Are you saying the TeX is broken?

I wonder how big a 2^n pennys check he would write you?

The exception handling might be tough.

>However, there are different ways to achieve parallelism:
>
>For a mere factor of 8, a simple filter design would do (using multiple
>cores): First filter takes TeX source and expands macros. Next filter takes
>expanded TeX and builds paragraphs out of it. Paragraphs then can be
>wrapped in parallel (TeX gives each paragraph several tries and chooses the
>best one). In effect, you can wrap all paragraphs of a single document at
>once. Next is to combine paragraphs to pages, this needs to serialize again
>(but for a factor 8, one paragraph at a time is completely sufficient).

You'd need 8 balanced stages of pipelining or possibly more stages of
unbalanced pipelining to be a virtual factor of 8, and no weird cases like the
sample spirialing sentences.

>Ok, then let's assume we want to use VLIW or other vector techniques to get
>more fine-grain parallelism out of TeX. This requires different data
>structures. For example kerning: Optimally, we build a matrix of kerning
>for character A followed by character B (wastes space, because most of the
>entries are 0). If our text also is placed in an array (instead of a linked
>list), we can see that adding kerning is a 100% parallel task - there's no
>interdependency, the limiting factor is just how many accesses we can make
>to that kerning matrix (random access, but the kerning matrix fits easily
>into L1 cache).

So let's say we get the Multiflow running again. You can run both cases
(list control and rewritten array experiment).
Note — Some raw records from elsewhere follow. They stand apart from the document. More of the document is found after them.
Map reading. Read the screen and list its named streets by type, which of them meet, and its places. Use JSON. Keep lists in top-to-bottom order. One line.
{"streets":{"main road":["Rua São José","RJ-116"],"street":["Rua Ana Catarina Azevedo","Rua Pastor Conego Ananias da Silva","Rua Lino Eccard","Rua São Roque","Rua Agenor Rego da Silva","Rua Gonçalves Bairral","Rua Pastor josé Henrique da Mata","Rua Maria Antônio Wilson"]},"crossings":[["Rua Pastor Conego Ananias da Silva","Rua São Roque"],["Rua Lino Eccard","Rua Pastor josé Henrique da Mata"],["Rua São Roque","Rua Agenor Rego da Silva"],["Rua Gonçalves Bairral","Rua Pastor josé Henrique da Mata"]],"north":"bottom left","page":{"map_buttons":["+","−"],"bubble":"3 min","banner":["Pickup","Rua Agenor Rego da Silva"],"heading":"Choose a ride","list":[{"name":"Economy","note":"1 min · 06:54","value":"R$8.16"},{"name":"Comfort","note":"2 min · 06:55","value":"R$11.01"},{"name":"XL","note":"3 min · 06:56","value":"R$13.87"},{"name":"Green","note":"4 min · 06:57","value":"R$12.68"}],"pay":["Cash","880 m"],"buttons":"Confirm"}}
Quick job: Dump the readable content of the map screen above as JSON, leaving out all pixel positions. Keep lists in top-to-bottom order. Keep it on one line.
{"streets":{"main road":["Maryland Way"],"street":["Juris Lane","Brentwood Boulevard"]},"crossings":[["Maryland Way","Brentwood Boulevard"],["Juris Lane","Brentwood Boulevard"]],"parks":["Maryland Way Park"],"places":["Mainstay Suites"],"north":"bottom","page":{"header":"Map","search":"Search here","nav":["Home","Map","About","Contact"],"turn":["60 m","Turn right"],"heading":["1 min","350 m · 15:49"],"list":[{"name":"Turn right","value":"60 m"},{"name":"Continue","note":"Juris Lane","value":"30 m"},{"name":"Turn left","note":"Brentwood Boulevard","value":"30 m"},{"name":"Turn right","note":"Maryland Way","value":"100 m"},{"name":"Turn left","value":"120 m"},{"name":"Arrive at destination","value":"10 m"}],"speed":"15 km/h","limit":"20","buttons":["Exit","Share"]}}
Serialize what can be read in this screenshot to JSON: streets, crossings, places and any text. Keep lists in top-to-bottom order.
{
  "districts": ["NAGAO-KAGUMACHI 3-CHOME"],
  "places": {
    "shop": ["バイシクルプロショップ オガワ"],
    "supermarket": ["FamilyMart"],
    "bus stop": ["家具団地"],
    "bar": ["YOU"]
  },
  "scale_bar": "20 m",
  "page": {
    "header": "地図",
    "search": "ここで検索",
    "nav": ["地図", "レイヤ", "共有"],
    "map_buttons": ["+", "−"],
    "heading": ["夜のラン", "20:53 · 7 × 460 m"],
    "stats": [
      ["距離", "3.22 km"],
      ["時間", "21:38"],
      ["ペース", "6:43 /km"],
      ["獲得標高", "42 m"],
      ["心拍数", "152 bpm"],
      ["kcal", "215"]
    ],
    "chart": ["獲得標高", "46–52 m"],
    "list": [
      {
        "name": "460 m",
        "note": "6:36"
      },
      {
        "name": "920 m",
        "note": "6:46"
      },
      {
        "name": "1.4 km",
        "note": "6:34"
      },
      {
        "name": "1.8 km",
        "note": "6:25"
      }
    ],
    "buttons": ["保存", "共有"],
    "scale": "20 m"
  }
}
>For breaking paragraphs at high speed (and thus high parallelism), we first
>fold words (or syllables after hyphenating) into single object (reduce
>data) - high parallelism, O(log(N)) sequential limit. Then we compute fixed
>and glue width for the sequence of all words in the paragraph, this is a
>vector operation with a sequential sum part, i.e. we have a O(log(N))
>sequential limit in this operation. Then we bisect the paragraphs to find
>possible line breaks - this is a sequential algorithm, but since we have an
>array, we don't need to walk through the list while we do the bisection
>steps. Finally, calculate "badness", and select the best.

Daze us.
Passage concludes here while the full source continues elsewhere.